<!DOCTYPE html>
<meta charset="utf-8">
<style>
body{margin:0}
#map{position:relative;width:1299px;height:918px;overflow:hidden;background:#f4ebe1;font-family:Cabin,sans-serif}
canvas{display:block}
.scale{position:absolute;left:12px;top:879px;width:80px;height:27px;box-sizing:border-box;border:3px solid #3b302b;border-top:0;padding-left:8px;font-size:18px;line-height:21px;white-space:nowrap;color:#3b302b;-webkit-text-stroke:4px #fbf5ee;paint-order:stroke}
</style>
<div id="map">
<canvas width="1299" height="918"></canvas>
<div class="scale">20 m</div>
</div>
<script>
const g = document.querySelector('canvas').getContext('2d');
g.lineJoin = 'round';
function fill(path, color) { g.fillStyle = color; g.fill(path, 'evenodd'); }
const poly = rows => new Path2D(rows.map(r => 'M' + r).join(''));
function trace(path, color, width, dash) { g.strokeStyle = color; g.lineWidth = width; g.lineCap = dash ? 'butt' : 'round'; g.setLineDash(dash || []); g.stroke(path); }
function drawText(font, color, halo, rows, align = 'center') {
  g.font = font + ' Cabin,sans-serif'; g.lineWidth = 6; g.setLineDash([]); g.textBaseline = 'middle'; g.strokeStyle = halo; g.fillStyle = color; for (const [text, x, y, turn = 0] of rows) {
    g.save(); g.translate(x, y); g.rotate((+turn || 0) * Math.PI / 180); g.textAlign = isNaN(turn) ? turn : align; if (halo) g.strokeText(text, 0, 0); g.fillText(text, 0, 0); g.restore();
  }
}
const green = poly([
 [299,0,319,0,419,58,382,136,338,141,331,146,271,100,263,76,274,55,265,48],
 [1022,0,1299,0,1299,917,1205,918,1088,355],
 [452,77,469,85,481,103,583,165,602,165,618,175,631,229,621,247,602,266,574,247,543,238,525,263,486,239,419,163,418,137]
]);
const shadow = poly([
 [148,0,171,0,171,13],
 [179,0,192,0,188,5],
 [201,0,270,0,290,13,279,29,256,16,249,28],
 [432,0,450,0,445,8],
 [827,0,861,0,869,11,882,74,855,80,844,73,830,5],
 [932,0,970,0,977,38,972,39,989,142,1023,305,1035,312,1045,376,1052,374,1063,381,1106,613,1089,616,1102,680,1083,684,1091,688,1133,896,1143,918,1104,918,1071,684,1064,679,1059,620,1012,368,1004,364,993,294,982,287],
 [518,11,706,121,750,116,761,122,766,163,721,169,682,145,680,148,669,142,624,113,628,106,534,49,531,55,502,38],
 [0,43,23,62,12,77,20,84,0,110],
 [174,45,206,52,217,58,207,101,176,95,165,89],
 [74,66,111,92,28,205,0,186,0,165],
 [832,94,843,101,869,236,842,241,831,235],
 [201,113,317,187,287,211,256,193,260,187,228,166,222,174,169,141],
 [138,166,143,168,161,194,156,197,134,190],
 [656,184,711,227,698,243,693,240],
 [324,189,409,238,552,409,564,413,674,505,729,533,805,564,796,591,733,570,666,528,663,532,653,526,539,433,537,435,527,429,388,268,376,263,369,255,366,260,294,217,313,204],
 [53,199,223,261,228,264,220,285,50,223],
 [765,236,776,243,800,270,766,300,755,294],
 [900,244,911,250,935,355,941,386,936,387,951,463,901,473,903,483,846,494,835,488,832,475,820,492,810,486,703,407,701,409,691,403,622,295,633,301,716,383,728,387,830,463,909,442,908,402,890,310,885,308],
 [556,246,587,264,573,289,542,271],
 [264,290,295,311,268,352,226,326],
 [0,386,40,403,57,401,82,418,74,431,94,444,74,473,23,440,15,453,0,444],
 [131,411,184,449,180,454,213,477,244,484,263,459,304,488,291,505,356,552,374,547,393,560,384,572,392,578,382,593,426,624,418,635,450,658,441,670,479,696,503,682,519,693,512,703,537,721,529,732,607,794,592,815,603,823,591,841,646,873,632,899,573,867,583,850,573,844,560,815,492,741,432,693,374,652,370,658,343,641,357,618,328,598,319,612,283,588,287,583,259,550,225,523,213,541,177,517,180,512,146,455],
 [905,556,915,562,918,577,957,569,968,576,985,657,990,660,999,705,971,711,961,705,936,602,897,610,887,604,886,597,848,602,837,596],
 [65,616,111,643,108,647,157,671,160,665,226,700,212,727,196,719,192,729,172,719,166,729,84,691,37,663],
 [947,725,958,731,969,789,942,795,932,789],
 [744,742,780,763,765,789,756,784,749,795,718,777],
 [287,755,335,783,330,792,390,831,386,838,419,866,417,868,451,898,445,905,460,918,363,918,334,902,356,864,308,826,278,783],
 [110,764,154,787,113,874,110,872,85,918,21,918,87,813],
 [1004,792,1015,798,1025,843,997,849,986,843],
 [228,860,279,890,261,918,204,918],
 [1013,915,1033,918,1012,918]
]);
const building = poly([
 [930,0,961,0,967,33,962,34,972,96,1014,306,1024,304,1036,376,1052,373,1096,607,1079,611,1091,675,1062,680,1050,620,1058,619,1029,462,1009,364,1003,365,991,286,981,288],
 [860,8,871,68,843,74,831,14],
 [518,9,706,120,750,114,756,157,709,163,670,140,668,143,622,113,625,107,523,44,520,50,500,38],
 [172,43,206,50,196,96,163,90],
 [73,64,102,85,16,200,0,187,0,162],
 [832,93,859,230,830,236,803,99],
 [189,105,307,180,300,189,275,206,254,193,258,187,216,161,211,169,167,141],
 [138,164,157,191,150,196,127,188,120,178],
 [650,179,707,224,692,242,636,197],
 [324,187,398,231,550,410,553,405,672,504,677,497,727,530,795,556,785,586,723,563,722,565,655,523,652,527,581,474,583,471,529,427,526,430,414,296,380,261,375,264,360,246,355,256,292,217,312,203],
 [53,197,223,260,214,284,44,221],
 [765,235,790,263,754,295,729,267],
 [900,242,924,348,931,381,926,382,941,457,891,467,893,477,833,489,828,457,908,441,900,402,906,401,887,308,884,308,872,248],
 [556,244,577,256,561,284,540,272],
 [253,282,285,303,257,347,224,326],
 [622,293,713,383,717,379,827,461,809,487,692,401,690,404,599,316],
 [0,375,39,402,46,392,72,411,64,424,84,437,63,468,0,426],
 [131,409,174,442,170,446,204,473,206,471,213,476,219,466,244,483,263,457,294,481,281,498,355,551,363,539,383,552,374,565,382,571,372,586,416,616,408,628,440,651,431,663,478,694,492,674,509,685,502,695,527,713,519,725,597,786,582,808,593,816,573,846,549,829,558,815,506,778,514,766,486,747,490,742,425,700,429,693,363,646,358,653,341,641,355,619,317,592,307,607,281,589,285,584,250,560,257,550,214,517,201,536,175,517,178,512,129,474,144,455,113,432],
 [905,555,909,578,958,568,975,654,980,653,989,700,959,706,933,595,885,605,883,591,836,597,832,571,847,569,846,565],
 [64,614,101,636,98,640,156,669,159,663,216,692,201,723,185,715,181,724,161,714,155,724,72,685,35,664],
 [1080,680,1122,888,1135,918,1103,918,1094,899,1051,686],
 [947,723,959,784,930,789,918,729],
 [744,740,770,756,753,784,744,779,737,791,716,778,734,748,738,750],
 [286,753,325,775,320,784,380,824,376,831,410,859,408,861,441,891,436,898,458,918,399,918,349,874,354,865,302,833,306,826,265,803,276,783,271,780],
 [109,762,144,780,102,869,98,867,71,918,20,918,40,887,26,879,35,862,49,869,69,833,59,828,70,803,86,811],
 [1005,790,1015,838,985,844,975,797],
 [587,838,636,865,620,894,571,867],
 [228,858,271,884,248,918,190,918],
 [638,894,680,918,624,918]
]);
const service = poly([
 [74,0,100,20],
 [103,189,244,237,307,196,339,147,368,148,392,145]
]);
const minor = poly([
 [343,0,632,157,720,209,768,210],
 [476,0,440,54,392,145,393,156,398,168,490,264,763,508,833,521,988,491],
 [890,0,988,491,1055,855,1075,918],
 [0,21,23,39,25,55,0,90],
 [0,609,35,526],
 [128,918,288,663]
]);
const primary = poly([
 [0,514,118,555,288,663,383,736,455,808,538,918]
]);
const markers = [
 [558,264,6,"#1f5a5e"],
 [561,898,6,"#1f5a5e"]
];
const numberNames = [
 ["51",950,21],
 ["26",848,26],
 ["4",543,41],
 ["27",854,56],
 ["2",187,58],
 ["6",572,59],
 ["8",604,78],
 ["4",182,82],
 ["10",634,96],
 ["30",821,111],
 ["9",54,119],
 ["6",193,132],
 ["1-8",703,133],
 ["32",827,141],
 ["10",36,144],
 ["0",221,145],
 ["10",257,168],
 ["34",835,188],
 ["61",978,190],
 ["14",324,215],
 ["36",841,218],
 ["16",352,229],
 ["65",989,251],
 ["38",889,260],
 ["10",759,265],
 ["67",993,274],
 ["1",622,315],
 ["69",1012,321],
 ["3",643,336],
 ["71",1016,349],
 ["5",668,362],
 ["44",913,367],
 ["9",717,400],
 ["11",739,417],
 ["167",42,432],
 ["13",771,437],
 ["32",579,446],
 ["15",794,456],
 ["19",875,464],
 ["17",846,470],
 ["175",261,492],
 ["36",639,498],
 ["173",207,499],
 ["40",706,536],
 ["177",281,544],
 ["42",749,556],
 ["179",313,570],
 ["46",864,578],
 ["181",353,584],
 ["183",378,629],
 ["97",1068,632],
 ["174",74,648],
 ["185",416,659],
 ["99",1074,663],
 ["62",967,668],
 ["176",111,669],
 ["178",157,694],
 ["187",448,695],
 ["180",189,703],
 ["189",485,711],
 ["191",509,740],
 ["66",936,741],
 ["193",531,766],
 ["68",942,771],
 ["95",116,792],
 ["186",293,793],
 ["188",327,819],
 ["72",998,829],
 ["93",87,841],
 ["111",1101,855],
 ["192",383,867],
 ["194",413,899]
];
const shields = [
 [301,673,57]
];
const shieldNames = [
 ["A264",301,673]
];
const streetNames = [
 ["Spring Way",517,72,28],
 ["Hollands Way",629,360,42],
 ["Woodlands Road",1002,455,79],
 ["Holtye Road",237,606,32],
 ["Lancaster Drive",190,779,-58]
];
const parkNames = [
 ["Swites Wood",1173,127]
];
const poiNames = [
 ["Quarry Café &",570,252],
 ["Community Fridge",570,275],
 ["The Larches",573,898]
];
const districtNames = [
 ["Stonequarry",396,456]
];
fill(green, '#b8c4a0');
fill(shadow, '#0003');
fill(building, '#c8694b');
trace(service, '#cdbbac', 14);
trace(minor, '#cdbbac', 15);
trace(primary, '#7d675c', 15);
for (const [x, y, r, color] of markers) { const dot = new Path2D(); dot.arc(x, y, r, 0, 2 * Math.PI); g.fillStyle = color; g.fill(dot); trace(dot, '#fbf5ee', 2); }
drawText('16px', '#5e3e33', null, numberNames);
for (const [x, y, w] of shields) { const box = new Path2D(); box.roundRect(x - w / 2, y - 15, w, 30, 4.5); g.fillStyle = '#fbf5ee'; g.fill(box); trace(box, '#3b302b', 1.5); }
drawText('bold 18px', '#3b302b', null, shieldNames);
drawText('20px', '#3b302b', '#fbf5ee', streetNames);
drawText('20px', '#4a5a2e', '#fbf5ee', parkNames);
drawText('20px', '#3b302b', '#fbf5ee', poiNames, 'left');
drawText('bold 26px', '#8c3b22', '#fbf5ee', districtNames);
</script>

-------

**WHAT TO DO:** Retrieve each line of the data in which the word "scale" can be found.

**YOUR RESPONSE:**
.scale{position:absolute;left:12px;top:879px;width:80px;height:27px;box-sizing:border-box;border:3px solid #3b302b;border-top:0;padding-left:8px;font-size:18px;line-height:21px;white-space:nowrap;color:#3b302b;-webkit-text-stroke:4px #fbf5ee;paint-order:stroke}
<div class="scale">20 m</div>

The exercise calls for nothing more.